The human body has a natural defense mechanism against cancer - a growth factor called IL-15.
This factor stimulates the production of immune cells, including natural Killers ( NK), helping to detect and destroy cancer cells right from the time they are first formed.
However, cancer cells constantly evolve and develop sophisticated mechanisms to "deactivate" the immune system, even in an environment rich in IL-15.
A seemingly effective approach is to take IL-15-activating drugs into the patient's body on immune cells. However, these therapies are seriously toxic because they activate the immune system throughout the body, instead of just in the tumor, leading to many side effects.
Now, a new study conducted by Monash University and biotech company oNKo-Innate (Australia) is opening up a promising direction for cancer treatment.
The team discovered a gene that can turn off in NK cells, making them particularly sensitive to IL-15 endogenous, thereby promoting the ability to kill cancer more effectively.
The study was conducted by Professor Nick Huntington ( Monash Institute of Biomedicine Research) and colleagues, published in the international journal Cancer Cell.
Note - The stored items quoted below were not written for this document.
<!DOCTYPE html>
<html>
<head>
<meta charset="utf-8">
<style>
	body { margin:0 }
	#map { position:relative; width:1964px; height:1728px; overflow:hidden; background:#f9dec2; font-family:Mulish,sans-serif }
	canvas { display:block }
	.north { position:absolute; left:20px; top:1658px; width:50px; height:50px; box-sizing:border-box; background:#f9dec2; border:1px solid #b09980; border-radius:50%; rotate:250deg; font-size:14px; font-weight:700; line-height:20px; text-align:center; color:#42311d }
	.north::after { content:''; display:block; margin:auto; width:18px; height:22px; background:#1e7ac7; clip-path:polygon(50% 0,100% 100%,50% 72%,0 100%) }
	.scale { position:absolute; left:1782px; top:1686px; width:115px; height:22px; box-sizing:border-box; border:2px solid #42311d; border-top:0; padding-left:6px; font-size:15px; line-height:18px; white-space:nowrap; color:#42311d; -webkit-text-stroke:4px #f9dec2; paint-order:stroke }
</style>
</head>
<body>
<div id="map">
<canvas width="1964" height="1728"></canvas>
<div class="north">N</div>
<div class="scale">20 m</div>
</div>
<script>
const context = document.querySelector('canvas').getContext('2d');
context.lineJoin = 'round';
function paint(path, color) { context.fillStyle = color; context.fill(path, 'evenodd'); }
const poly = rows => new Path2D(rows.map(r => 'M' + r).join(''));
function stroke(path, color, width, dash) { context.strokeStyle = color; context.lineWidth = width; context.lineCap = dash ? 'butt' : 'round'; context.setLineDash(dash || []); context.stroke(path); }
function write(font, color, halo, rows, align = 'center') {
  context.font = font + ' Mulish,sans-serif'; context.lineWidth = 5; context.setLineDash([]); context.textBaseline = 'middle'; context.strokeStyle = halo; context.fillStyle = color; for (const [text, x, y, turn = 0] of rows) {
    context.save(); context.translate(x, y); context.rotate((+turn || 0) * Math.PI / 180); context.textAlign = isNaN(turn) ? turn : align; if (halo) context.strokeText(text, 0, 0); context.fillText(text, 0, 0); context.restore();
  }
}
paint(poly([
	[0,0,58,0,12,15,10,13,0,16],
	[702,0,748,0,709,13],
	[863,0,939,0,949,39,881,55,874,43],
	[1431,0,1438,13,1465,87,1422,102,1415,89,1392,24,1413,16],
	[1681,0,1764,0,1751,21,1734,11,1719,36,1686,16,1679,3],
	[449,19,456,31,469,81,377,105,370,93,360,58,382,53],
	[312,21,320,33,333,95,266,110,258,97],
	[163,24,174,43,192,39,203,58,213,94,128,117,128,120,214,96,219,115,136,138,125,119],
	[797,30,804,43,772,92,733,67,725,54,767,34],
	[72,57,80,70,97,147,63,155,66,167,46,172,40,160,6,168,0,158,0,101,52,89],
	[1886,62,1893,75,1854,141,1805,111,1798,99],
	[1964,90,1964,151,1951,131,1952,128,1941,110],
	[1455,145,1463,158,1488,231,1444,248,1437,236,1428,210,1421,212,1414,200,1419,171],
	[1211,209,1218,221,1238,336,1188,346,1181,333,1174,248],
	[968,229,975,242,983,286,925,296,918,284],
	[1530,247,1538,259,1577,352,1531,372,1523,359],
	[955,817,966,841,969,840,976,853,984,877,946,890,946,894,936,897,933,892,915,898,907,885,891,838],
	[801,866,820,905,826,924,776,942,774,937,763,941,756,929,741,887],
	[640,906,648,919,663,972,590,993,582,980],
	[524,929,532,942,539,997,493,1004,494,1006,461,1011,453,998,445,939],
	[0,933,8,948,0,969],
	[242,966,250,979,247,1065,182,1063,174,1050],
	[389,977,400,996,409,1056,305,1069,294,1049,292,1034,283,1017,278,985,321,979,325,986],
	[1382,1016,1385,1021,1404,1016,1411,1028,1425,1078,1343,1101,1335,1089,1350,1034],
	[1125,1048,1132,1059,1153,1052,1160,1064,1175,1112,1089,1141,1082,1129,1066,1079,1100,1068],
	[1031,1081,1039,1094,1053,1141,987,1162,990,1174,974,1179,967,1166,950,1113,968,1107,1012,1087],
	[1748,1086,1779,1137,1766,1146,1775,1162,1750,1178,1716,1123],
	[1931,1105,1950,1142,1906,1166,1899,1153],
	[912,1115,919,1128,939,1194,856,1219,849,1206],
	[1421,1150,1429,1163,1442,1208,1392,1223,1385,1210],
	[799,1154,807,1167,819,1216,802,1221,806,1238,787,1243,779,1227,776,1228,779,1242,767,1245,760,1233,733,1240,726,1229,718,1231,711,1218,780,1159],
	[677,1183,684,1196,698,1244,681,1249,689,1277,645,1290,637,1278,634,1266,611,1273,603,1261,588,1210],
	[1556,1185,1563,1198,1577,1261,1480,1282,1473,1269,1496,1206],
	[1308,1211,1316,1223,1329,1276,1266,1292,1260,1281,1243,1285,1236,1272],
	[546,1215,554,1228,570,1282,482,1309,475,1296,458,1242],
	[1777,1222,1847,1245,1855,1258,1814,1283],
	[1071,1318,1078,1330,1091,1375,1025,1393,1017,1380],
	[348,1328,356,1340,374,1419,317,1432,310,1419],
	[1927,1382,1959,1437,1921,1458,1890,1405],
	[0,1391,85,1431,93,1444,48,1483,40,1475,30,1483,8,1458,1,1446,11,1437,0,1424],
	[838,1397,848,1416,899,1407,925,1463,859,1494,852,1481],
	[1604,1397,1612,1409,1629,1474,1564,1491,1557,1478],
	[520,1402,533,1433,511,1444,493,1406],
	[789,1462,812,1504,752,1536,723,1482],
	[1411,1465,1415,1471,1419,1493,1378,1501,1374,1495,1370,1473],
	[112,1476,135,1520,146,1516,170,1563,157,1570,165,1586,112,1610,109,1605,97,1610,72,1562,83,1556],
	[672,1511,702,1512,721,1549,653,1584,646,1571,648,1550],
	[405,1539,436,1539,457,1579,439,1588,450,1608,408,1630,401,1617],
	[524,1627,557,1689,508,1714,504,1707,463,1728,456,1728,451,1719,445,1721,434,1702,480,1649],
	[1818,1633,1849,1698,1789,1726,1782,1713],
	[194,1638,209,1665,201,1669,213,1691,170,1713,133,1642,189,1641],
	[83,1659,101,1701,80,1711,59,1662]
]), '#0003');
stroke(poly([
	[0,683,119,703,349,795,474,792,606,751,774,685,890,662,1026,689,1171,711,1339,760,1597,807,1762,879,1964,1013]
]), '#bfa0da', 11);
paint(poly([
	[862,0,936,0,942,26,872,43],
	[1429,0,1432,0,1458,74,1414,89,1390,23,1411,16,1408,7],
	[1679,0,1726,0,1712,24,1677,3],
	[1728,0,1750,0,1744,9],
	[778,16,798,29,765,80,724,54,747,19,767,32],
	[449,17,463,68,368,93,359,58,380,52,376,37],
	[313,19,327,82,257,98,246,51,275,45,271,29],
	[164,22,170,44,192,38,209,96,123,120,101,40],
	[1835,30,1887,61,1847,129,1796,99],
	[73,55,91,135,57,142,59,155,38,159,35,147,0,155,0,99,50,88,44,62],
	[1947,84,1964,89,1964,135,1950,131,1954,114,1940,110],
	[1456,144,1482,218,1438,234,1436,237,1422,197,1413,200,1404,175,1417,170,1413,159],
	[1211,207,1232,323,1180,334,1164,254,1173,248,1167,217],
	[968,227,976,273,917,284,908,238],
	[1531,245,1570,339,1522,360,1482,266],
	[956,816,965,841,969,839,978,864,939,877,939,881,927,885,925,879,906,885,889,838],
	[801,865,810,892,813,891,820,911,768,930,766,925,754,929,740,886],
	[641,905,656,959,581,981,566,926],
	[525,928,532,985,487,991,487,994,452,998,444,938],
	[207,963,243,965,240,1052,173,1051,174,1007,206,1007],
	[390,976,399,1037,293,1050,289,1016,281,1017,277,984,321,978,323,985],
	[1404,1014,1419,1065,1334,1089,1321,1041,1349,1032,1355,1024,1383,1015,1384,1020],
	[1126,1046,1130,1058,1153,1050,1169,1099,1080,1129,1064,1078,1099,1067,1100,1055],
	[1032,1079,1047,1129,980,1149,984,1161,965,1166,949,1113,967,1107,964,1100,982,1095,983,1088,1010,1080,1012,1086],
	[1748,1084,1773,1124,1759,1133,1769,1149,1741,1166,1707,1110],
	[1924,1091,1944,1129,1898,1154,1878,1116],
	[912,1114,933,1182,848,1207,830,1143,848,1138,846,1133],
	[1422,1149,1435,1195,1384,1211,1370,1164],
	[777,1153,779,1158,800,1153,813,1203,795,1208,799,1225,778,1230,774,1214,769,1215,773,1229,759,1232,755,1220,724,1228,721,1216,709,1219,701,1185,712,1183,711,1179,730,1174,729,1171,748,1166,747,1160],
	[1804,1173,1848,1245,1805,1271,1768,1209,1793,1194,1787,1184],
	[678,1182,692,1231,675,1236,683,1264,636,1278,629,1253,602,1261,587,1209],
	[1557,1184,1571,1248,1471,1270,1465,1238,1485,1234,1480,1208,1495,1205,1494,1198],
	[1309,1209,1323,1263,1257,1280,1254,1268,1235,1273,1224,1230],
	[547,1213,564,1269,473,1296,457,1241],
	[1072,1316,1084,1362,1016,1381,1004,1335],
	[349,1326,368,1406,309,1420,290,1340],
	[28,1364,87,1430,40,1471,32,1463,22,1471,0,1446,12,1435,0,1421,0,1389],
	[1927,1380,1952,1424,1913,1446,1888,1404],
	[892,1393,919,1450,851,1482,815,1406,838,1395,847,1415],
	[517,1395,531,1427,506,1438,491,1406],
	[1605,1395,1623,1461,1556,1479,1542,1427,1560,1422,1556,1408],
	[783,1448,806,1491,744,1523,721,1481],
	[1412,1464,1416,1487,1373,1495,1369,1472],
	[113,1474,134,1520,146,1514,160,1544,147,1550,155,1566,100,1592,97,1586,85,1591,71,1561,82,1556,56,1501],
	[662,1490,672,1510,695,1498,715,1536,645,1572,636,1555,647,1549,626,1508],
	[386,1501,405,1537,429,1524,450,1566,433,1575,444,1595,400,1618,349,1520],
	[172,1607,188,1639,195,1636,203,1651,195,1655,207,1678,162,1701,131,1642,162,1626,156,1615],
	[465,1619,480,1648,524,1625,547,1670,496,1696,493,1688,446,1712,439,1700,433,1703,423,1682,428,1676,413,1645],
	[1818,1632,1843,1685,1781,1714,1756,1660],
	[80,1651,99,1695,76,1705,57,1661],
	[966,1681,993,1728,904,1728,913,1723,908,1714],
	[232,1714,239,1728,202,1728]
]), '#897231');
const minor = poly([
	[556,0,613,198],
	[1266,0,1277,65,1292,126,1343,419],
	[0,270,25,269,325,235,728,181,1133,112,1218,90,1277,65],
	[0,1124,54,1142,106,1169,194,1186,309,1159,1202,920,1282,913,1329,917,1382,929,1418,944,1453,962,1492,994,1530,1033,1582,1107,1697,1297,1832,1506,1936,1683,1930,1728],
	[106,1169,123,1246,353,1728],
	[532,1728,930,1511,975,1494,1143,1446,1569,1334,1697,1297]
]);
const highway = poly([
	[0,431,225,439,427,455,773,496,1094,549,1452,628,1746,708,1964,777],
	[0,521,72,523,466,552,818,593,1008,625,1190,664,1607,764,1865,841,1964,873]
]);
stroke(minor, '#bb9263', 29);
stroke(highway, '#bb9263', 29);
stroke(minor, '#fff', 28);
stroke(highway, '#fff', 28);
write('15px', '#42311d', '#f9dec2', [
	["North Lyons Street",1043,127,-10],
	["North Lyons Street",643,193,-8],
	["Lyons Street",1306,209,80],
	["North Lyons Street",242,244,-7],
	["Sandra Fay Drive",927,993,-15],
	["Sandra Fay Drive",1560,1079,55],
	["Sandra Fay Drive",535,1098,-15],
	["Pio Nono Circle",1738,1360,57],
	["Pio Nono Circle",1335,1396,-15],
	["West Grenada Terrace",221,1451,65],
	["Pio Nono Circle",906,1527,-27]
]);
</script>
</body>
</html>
This study shows that when this gene is removed from NK cells in humans, only a small amount of IL-15 is enough to strongly activate the ability to kill cancer, helping to slow the development of colorectal cancer in the preclinical model.
It is noteworthy that this gene encodes an enzyme, meaning it can be completely inhibited by small cell drugs. In fact, a drug being tested to treat symbiosis and Myasthenia gravis has shown the ability to intervene in the similar nuclear pathway, helping to destroy cancer cells.
This brings hope for the development of more specific and safer drugs to apply in cases where immunotherapy is not optimal and needs to enhance the immune response to cancer.
The team used CRISPR technology to screen and detect genes that increase the sensitivity of immune cells to growth factors. The results show that the two genes can be eliminated in cell therapy, or inhibited by drugs, thereby improving the cancer-killing effect of NK cells.
This shows that a deep understanding of immunology can bring breakthroughs in solving complex biological problems such as IL-15, and pave the way for a new generation of immunotherapy.